Knowing how difficult it can be to get a magazine off the ground... What research did you do to arrive at what you've got now and how did you test your product-market fit?
We published online initially, for a couple of years before we developed the print magazine. During that time we had hundreds of conversations with businesses around the world, readers, local organisations and a growing audience, to get their feedback. When we finally felt ready to publish in print, we crowdfunded the first issue, which is always a good proof of concept. We've refined it over the last five years – we mark five years in print this spring – incorporating ideas to evolve it from our team and our readers, including questionnaires and surveys and feedback on social media. We're a work in progress!
We believe most modern businesses are constantly a work in progress. It makes absolute sense and if the last couple of years has taught us anything it’s about constantly adapting to change. So what was the first issue of the magazine like?
Half the size (in terms of number of pages), and twice as frequent! Ethos 01 was ever-so-slightly smaller, much skinnier, and came out quarterly. We've moved from a boxier, image-led front cover to a full-bleed format, which allows the cover to sprawl across the whole of the page, and wrap on to the back too. Sometimes we use photography, sometimes illustration. The inside features were also more consistent in length – they were broadly similar, whereas now we have lots more short, accessible bits, more illustrations, practical tips and infographics.
We have the current issue in the office, and it’s looking pretty amazing. Now that you’ve told us about the launch issue and the changes you’ve made, we can see exactly what you mean. How about funding? How did you initially fund everything?
When we started online, we worked with three local partners to build the website, which was a tweak on an existing website we had and the writing was funded via our agency, Wordscape – most of the team wrote Ethos features alongside our client work. We crowdfunded when we were getting going, to build an audience and get early copies out there to show people what we were all about.
We’re getting the sense you really know what you want and like which is awesome. So what about branding? Can you tell us about the process and how you arrived at where you are today?

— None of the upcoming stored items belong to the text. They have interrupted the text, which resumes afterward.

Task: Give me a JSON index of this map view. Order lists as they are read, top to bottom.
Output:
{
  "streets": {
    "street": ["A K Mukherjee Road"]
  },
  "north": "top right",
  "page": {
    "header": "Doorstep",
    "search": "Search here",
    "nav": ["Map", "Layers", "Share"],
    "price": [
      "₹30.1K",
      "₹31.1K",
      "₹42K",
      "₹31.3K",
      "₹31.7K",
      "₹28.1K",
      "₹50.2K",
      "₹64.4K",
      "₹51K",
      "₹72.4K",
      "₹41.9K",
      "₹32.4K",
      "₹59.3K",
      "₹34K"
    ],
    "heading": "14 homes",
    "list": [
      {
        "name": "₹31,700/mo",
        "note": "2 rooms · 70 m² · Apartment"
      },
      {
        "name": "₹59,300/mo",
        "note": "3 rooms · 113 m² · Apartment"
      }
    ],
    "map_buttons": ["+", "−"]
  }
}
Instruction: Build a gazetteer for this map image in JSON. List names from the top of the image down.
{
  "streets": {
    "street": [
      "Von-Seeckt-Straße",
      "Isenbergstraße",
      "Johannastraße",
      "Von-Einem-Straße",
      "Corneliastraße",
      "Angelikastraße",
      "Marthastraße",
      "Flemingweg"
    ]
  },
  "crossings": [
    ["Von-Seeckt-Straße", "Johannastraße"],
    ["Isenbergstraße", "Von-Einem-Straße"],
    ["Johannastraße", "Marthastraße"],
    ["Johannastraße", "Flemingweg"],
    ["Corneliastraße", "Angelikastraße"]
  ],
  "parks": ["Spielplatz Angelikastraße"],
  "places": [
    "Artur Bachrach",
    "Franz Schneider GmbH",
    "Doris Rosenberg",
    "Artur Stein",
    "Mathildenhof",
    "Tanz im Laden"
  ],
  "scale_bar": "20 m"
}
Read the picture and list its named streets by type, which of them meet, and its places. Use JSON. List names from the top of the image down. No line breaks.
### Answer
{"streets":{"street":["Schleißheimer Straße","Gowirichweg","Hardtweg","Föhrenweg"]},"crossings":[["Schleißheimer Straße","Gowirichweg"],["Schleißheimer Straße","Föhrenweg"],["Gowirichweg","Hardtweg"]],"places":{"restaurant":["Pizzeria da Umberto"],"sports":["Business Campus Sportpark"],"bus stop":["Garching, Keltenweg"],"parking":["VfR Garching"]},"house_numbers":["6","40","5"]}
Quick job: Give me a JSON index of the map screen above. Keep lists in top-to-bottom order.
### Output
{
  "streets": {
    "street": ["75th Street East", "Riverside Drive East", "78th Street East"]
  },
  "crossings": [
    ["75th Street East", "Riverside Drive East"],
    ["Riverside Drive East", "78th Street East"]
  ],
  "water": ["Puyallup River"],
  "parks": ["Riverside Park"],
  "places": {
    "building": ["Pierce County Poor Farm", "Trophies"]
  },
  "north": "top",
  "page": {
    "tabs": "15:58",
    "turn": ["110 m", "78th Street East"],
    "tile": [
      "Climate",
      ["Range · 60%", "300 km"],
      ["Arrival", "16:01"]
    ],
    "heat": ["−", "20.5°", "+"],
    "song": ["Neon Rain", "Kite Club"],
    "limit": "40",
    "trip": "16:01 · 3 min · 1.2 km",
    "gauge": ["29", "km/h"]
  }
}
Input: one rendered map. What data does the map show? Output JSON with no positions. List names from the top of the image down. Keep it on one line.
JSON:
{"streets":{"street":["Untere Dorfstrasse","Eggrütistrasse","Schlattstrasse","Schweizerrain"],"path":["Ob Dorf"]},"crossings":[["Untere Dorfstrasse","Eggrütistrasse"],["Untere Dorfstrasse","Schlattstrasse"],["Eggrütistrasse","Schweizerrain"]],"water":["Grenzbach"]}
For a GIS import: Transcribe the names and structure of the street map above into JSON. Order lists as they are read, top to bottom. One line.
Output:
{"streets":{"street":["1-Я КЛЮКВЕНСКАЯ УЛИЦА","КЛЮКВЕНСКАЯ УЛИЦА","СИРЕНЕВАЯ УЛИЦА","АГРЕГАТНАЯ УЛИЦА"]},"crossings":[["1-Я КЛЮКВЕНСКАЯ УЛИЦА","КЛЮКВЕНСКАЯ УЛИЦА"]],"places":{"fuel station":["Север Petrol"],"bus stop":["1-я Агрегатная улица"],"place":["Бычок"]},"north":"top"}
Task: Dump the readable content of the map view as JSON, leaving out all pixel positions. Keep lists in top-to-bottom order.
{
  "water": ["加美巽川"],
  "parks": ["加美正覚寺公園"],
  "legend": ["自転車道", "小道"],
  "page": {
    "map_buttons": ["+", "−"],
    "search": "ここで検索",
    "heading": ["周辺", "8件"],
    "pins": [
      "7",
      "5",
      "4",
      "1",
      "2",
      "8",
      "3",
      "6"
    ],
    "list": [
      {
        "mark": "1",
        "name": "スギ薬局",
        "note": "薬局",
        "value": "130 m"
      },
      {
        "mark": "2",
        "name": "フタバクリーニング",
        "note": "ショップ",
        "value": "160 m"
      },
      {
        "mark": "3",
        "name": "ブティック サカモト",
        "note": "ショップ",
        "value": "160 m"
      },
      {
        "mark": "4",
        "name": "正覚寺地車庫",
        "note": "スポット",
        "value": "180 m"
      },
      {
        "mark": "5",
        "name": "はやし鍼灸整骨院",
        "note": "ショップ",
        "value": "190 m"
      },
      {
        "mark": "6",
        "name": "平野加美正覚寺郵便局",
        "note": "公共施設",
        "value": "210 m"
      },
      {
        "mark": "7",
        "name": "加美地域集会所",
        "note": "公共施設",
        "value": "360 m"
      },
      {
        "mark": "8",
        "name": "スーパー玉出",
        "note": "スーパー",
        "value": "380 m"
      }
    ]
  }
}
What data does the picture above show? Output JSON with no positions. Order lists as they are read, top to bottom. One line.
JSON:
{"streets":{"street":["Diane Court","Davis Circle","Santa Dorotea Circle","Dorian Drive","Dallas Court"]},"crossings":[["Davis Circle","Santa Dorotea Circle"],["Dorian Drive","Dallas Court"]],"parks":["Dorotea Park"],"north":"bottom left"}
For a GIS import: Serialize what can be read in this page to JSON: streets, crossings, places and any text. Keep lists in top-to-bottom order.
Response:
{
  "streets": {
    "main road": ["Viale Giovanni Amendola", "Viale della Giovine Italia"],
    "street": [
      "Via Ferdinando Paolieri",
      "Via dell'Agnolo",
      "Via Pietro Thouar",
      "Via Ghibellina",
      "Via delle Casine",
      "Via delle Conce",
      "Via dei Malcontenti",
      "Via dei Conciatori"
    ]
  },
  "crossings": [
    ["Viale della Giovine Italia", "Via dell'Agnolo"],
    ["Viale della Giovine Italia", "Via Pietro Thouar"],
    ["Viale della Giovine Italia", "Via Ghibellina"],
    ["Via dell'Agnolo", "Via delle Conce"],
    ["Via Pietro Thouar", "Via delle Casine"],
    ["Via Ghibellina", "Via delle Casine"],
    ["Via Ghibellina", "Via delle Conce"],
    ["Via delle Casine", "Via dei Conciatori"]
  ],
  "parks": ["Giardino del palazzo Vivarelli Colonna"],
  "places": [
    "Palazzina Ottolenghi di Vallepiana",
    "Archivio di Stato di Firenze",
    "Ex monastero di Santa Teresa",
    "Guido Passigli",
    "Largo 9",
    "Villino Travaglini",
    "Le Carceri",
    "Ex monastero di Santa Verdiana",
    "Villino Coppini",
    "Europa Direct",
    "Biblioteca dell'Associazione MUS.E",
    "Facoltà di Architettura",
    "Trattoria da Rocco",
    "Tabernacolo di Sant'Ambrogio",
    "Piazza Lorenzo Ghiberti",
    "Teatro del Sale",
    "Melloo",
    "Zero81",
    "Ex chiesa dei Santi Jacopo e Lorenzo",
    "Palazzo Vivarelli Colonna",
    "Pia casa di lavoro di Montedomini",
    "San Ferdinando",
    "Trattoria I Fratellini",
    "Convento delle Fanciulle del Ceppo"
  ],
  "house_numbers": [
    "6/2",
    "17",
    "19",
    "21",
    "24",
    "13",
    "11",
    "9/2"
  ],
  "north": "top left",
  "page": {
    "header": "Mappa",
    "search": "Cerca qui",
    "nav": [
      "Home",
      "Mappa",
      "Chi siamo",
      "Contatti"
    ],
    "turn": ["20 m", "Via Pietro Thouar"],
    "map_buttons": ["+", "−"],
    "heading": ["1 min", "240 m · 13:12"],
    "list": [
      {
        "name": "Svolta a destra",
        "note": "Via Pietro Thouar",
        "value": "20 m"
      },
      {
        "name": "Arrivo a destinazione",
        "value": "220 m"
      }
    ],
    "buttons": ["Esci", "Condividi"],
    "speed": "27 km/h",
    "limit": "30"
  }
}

We'd done some brand development work around our original idea and mission, so we knew we wanted to call it Ethos. The design team we worked with at Smiling Wolf created a word marque for us and some early icons, which we used across the website. We were trying to do everything on a shoestring at the time. The site followed the format of an existing one, so we had to work within those constraints. That evolved when we started designing the print magazine, and then has evolved again over the last few years, adding complementary fonts; apart from our Ethos coral colour, we don't have a colour palette – each magazine has its own.
You previously mentioned the crowdfunding campaign and we know you’ve got an established network of supporters. However, beyond that how are you getting the word out there? How are you scaling the brand?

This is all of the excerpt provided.